### Aim of the exercise
Copy out all lines of the records in which the word "boxes" appears.

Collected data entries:
————————

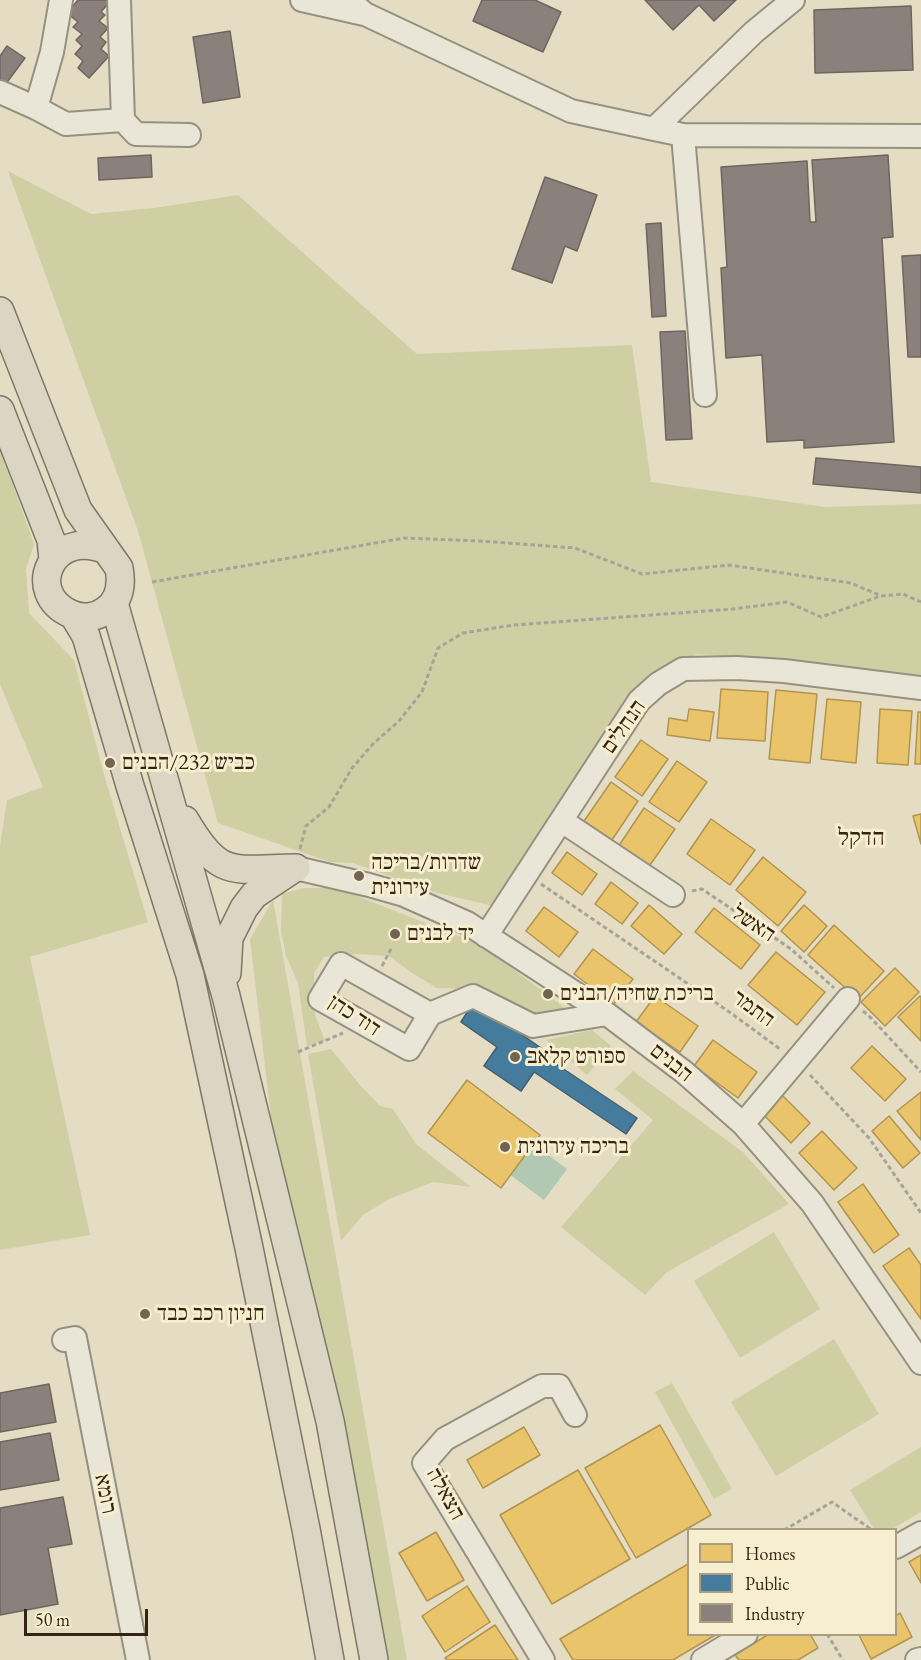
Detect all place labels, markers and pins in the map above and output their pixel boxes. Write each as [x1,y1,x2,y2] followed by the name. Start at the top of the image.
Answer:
[122,750,255,776] place label: כביש 232/הבנים
[103,756,117,770] marker: כביש 232/הבנים
[371,850,481,902] place label: שדרות/בריכה עירונית
[352,869,366,883] marker: שדרות/בריכה עירונית
[407,921,474,947] place label: יד לבנים
[388,927,402,941] marker: יד לבנים
[560,981,714,1007] place label: בריכת שחיה/הבנים
[541,987,555,1001] marker: בריכת שחיה/הבנים
[527,1044,626,1070] place label: ספורט קלאב
[508,1050,522,1064] marker: ספורט קלאב
[517,1134,629,1160] place label: בריכה עירונית
[498,1140,512,1154] marker: בריכה עירונית
[157,1301,265,1327] place label: חניון רכב כבד
[138,1307,152,1321] marker: חניון רכב כבד

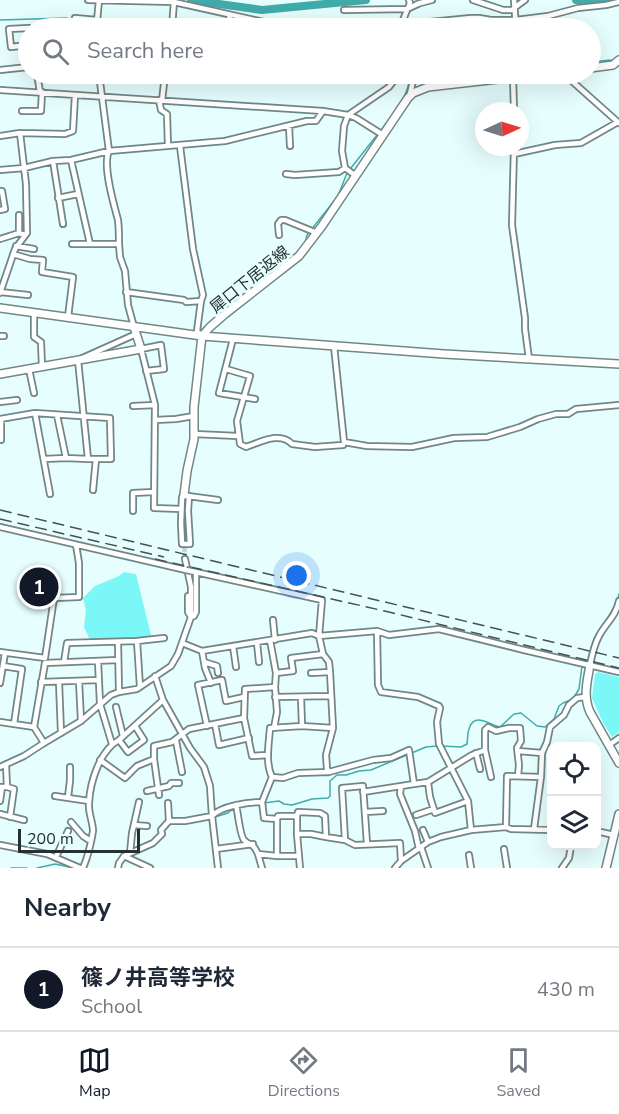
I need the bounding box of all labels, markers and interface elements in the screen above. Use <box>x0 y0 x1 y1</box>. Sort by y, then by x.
search box <box>18 18 601 84</box>
icon: search <box>39 35 72 68</box>
text: Search here <box>87 36 204 66</box>
north arrow <box>475 102 529 156</box>
street label: 犀口下居返線 <box>205 241 294 319</box>
your location <box>282 561 311 590</box>
pin: 1 <box>20 564 58 610</box>
map controls <box>547 742 601 850</box>
button: locate <box>547 742 601 796</box>
button: layers <box>547 796 601 850</box>
scale bar <box>18 826 140 854</box>
text: 200 m <box>27 828 74 850</box>
text: Nearby <box>24 890 111 925</box>
text: 篠ノ井高等学校 <box>81 963 235 993</box>
text: 1 <box>38 976 50 1003</box>
text: 430 m <box>537 976 595 1003</box>
text: School <box>81 993 142 1020</box>
tab: Map <box>78 1044 111 1102</box>
tab: Directions <box>268 1044 340 1102</box>
tab: Saved <box>497 1044 541 1102</box>

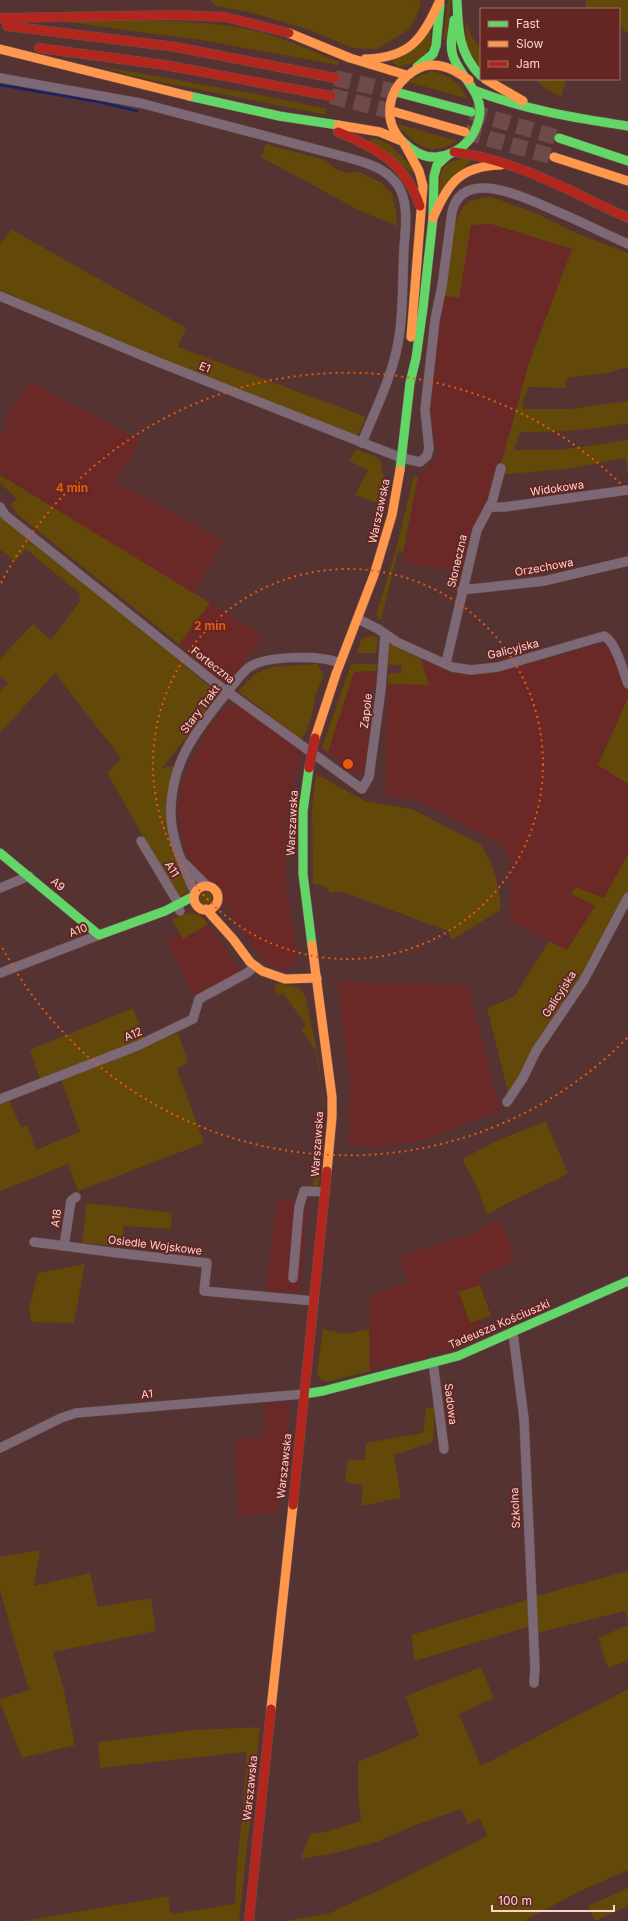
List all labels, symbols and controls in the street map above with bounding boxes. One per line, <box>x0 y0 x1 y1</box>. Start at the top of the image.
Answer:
legend <box>480 8 620 80</box>
text: Fast <box>516 16 540 31</box>
text: Slow <box>516 36 544 51</box>
text: Jam <box>516 56 540 71</box>
street label: E1 <box>197 358 213 376</box>
street label: Warszawska <box>365 477 393 545</box>
street label: Widokowa <box>529 477 585 499</box>
text: 4 min <box>56 480 88 495</box>
street label: Słoneczna <box>444 533 470 589</box>
street label: Orzechowa <box>514 555 574 579</box>
text: 2 min <box>194 618 226 633</box>
street label: Galicyjska <box>486 636 540 662</box>
street label: Forteczna <box>188 644 238 686</box>
street label: Stary Trakt <box>177 682 223 736</box>
street label: Zapole <box>357 693 375 729</box>
centre of rings <box>341 757 355 771</box>
street label: Warszawska <box>283 790 301 856</box>
street label: A11 <box>162 858 182 880</box>
street label: A9 <box>48 874 68 894</box>
street label: A10 <box>67 920 89 940</box>
street label: Galicyjska <box>539 968 579 1020</box>
street label: A12 <box>122 1024 144 1044</box>
street label: Warszawska <box>308 1111 326 1177</box>
street label: A18 <box>48 1208 64 1228</box>
street label: Osiedle Wojskowe <box>107 1232 203 1258</box>
street label: Tadeusza Kościuszki <box>446 1296 552 1352</box>
street label: Sadowa <box>442 1383 460 1425</box>
street label: A1 <box>141 1387 153 1401</box>
street label: Warszawska <box>274 1433 294 1499</box>
street label: Szkolna <box>507 1487 523 1529</box>
street label: Warszawska <box>240 1755 260 1821</box>
scale bar <box>492 1887 614 1913</box>
text: 100 m <box>498 1893 532 1908</box>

————————

### Output for this exercise
Detect all place labels, markers and pins in the map above and output their pixel boxes. Write each as [x1,y1,x2,y2] followed by the name. Start at the top of the image.
List all labels, symbols and controls in the street map above with bounding boxes. One per line, <box>x0 y0 x1 y1</box>. Start at the top of the image.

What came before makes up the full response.